__Task material__.

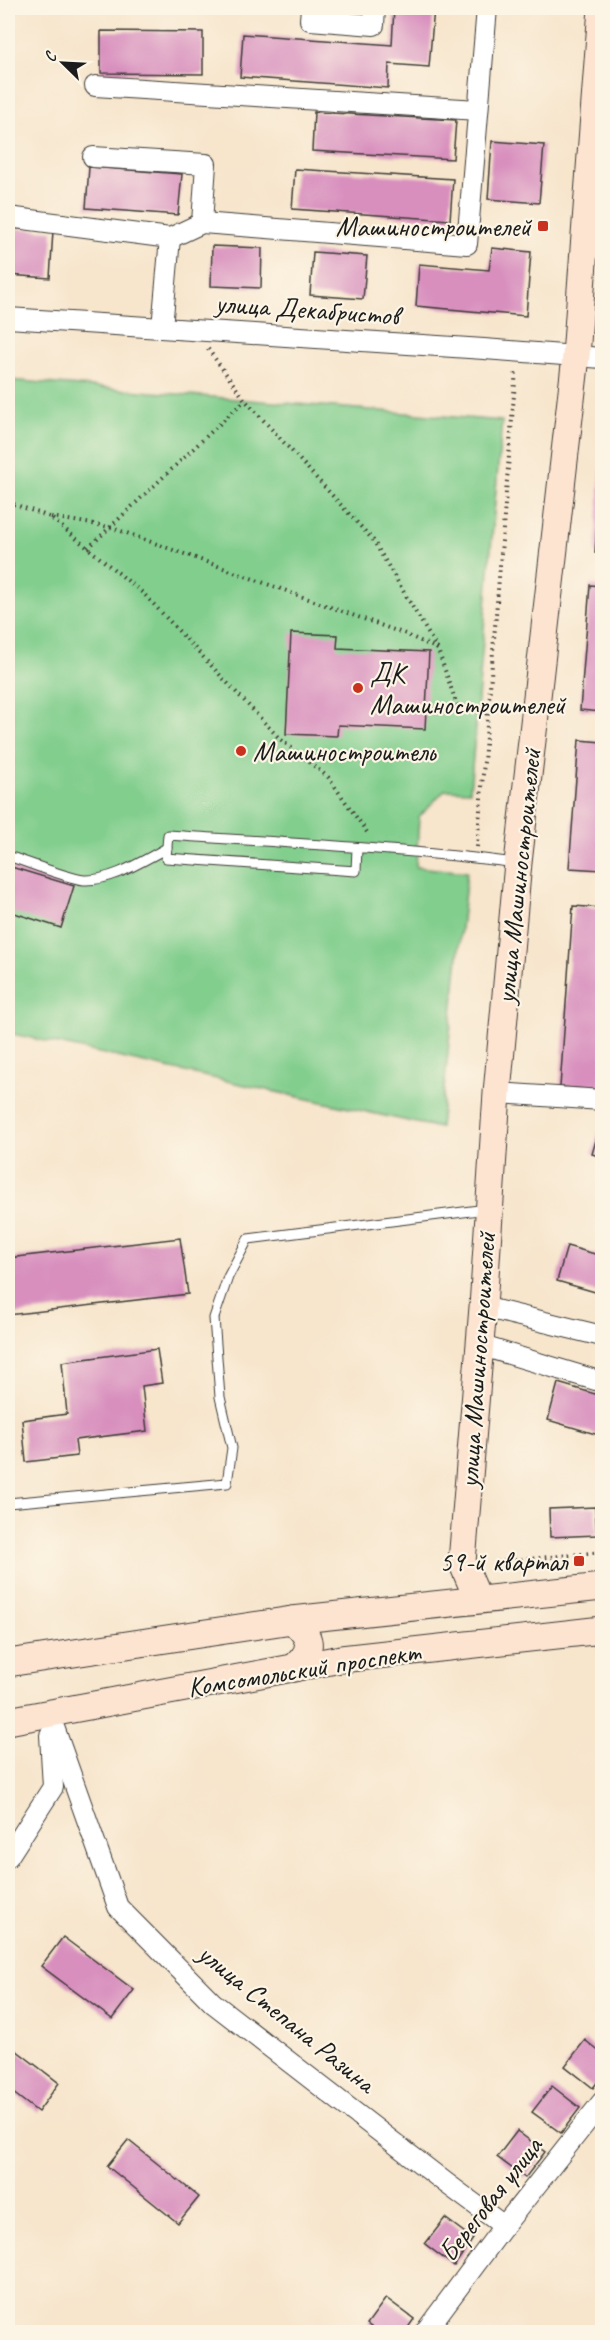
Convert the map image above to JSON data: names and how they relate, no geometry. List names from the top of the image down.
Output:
{
  "streets": {
    "main road": ["улица Машиностроителей", "Комсомольский проспект"],
    "street": ["улица Декабристов", "улица Степана Разина", "Береговая улица"]
  },
  "crossings": [
    ["улица Декабристов", "улица Машиностроителей"],
    ["улица Машиностроителей", "Комсомольский проспект"],
    ["Комсомольский проспект", "улица Степана Разина"],
    ["улица Степана Разина", "Береговая улица"]
  ],
  "places": {
    "transit": ["Машиностроителей", "59-й квартал"],
    "other": ["ДК Машиностроителей", "Машиностроитель"]
  },
  "north": "top left"
}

__What is being asked__. Return all the data above as written, leaving out only the pictures.

__Solution__.
Convert the map image above to JSON data: names and how they relate, no geometry. List names from the top of the image down.
Output:
{
  "streets": {
    "main road": ["улица Машиностроителей", "Комсомольский проспект"],
    "street": ["улица Декабристов", "улица Степана Разина", "Береговая улица"]
  },
  "crossings": [
    ["улица Декабристов", "улица Машиностроителей"],
    ["улица Машиностроителей", "Комсомольский проспект"],
    ["Комсомольский проспект", "улица Степана Разина"],
    ["улица Степана Разина", "Береговая улица"]
  ],
  "places": {
    "transit": ["Машиностроителей", "59-й квартал"],
    "other": ["ДК Машиностроителей", "Машиностроитель"]
  },
  "north": "top left"
}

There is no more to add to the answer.